Exercise objective:
Begin at the line that contains "Quick job: Give" and repeat every line from there to the end of the records below, inclusive, without adding any other line.

Records supplied:
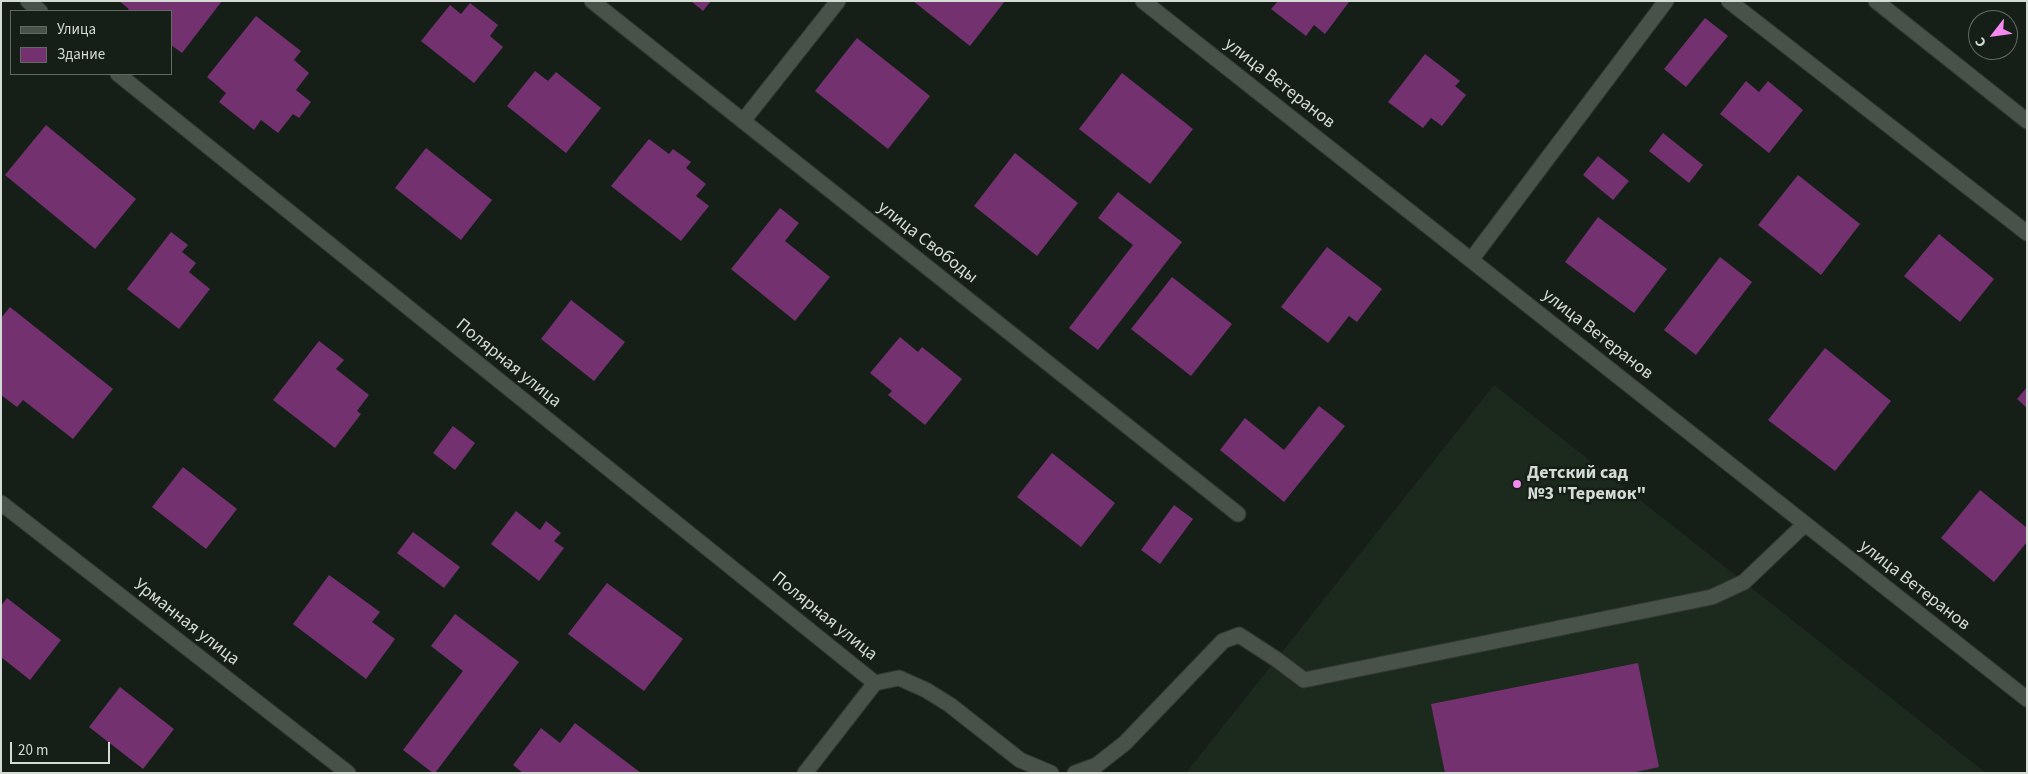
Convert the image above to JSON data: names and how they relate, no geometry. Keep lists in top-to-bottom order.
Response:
{
  "streets": {
    "street": [
      "улица Ветеранов",
      "улица Свободы",
      "Полярная улица",
      "Урманная улица"
    ]
  },
  "places": ["Детский сад №3 \"Теремок\""],
  "legend": ["Улица", "Здание"],
  "scale_bar": "20 m",
  "north": "bottom left"
}
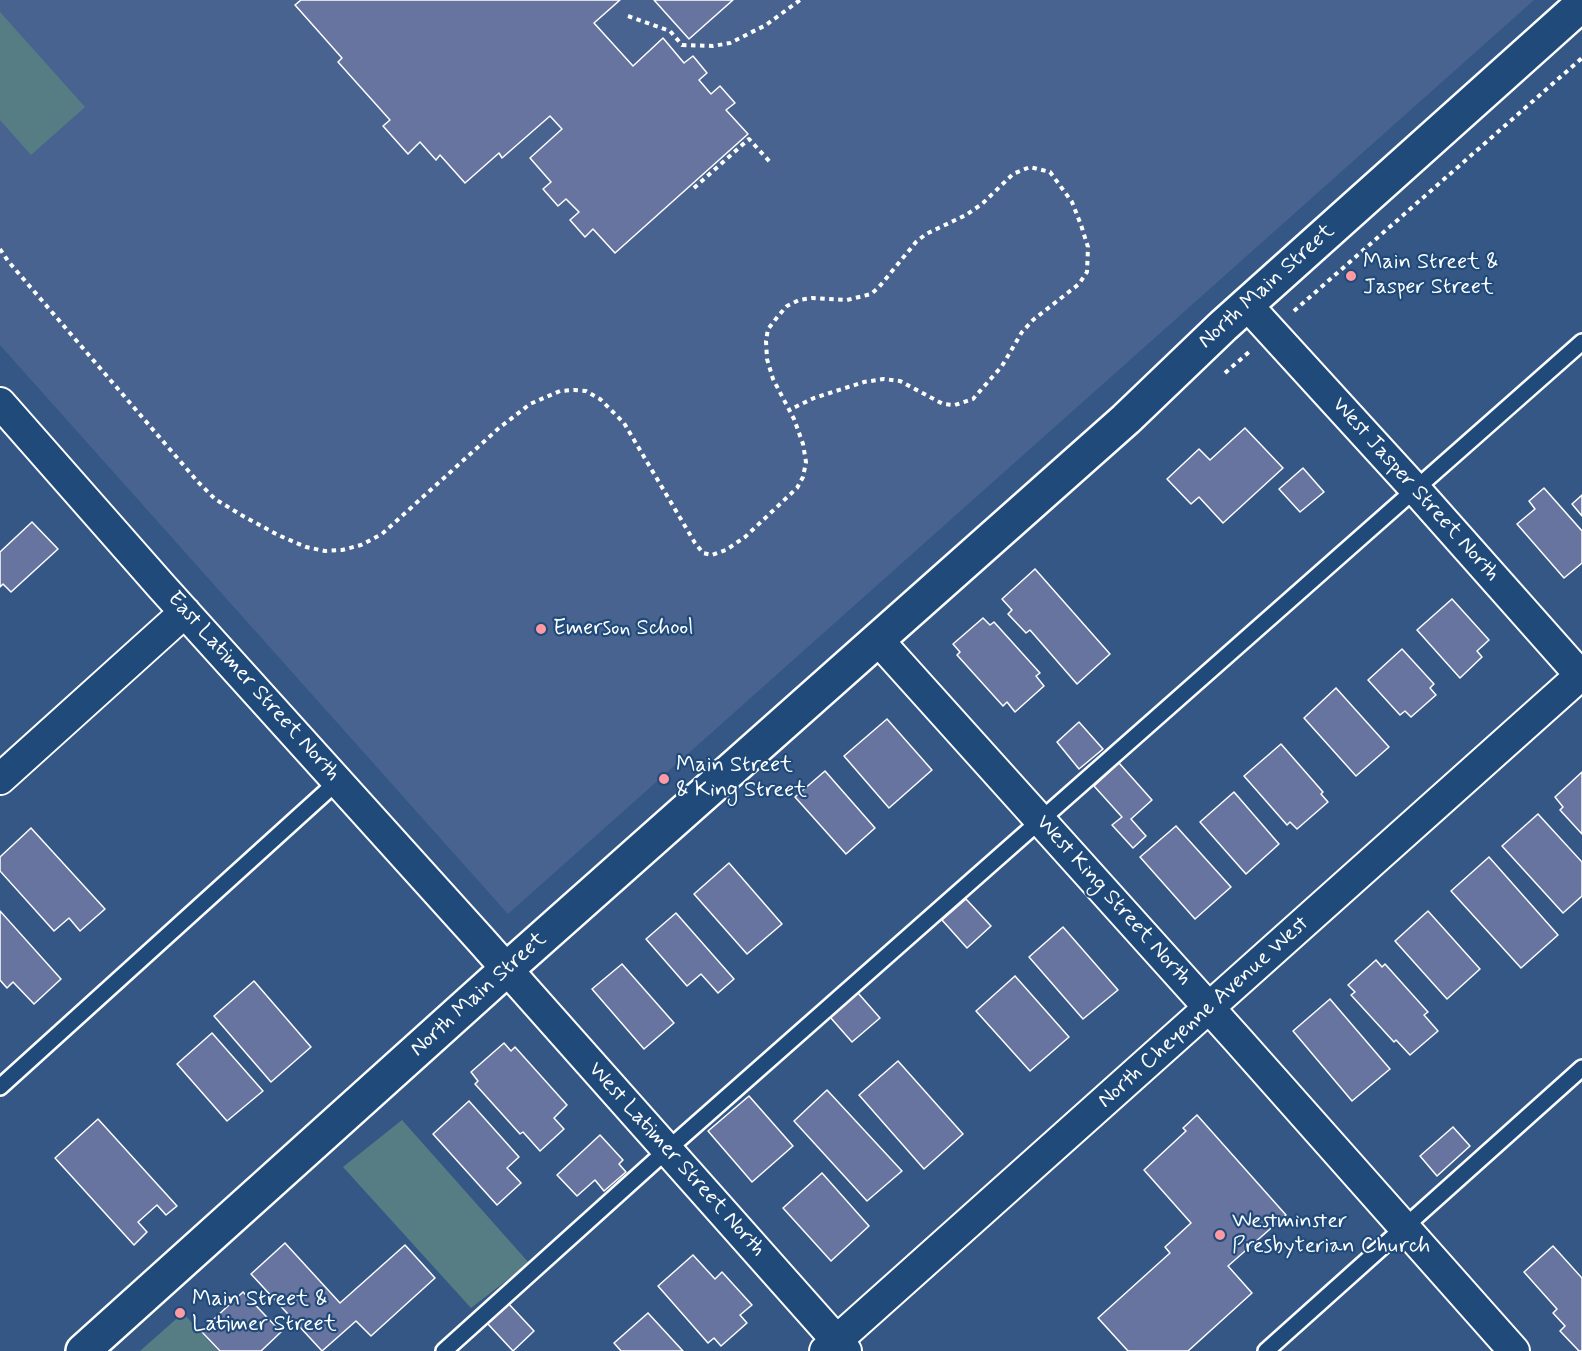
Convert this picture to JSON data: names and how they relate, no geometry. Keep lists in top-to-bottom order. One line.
{"streets":{"street":["North Main Street","West Jasper Street North","East Latimer Street North","West King Street North","North Cheyenne Avenue West","West Latimer Street North"]},"crossings":[["North Main Street","West Jasper Street North"],["North Main Street","East Latimer Street North"],["North Main Street","West King Street North"],["North Main Street","West Latimer Street North"],["West Jasper Street North","North Cheyenne Avenue West"],["East Latimer Street North","West Latimer Street North"],["West King Street North","North Cheyenne Avenue West"],["North Cheyenne Avenue West","West Latimer Street North"]],"places":["Main Street & Jasper Street","Emerson School","Main Street & King Street","Westminster Presbyterian Church","Main Street & Latimer Street"]}
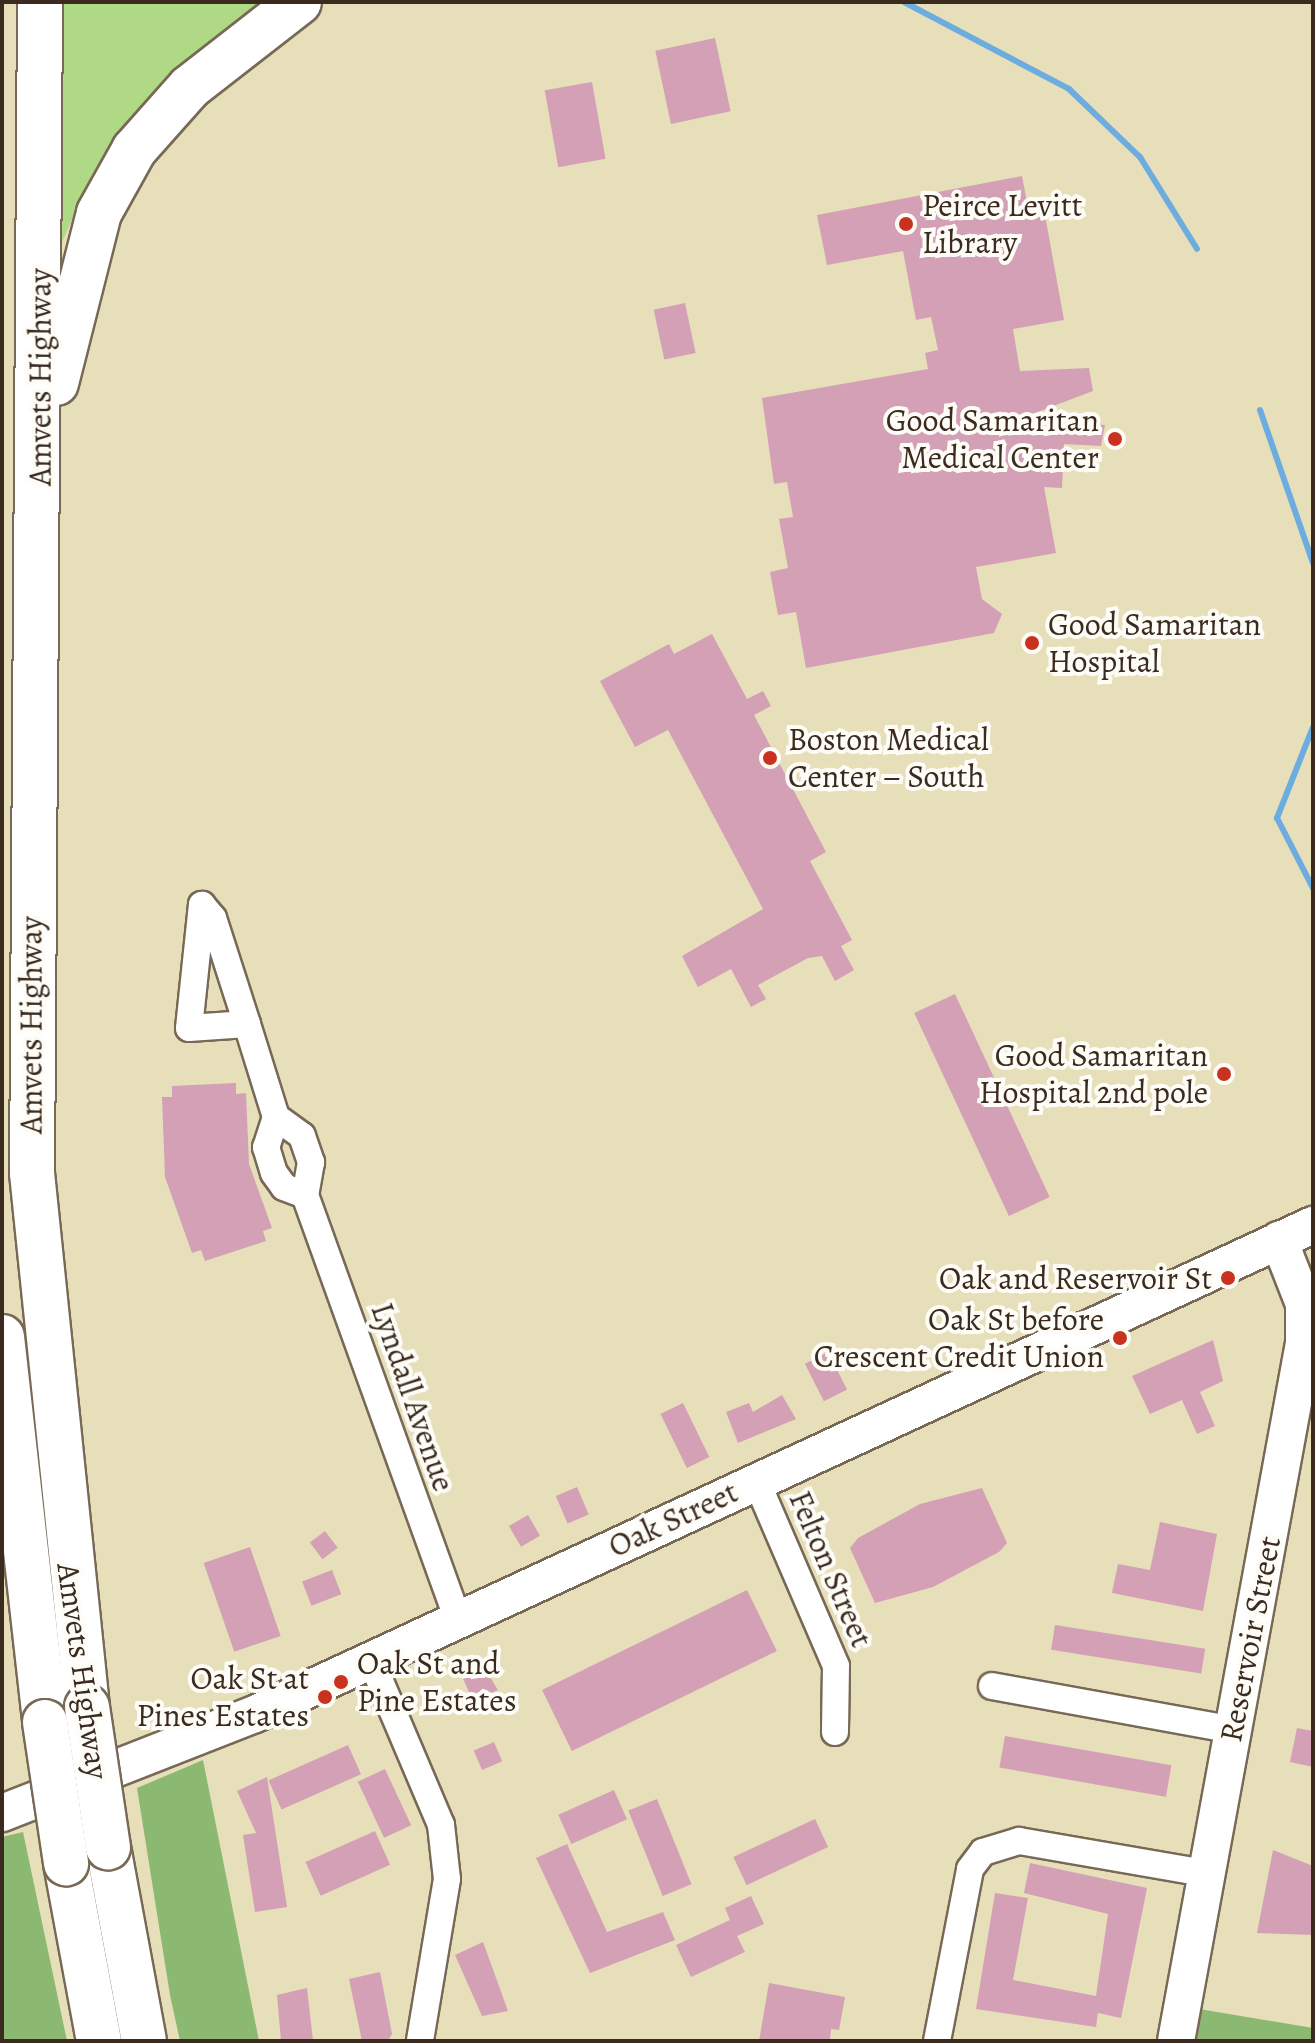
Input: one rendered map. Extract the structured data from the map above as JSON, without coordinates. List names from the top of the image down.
{
  "streets": {
    "highway": ["Amvets Highway"],
    "main road": ["Oak Street", "Reservoir Street"],
    "street": ["Lyndall Avenue", "Felton Street"]
  },
  "crossings": [
    ["Lyndall Avenue", "Oak Street"],
    ["Oak Street", "Felton Street"],
    ["Oak Street", "Reservoir Street"]
  ],
  "places": [
    "Peirce Levitt Library",
    "Good Samaritan Medical Center",
    "Good Samaritan Hospital",
    "Boston Medical Center – South",
    "Good Samaritan Hospital 2nd pole",
    "Oak and Reservoir St",
    "Oak St before Crescent Credit Union",
    "Oak St and Pine Estates",
    "Oak St at Pines Estates"
  ]
}
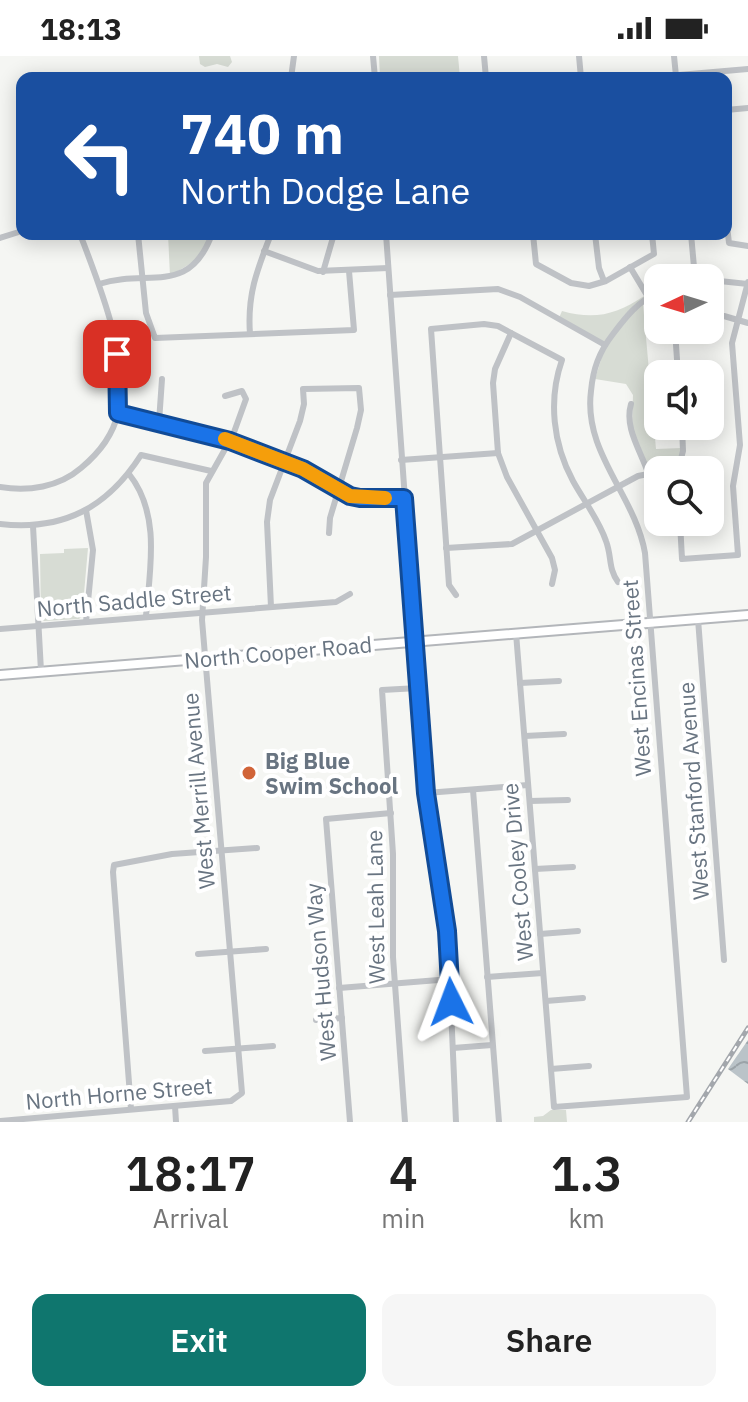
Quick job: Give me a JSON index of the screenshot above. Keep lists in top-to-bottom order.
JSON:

Response below:
Quick job: Give me a JSON index of the screenshot above. Keep lists in top-to-bottom order.
JSON:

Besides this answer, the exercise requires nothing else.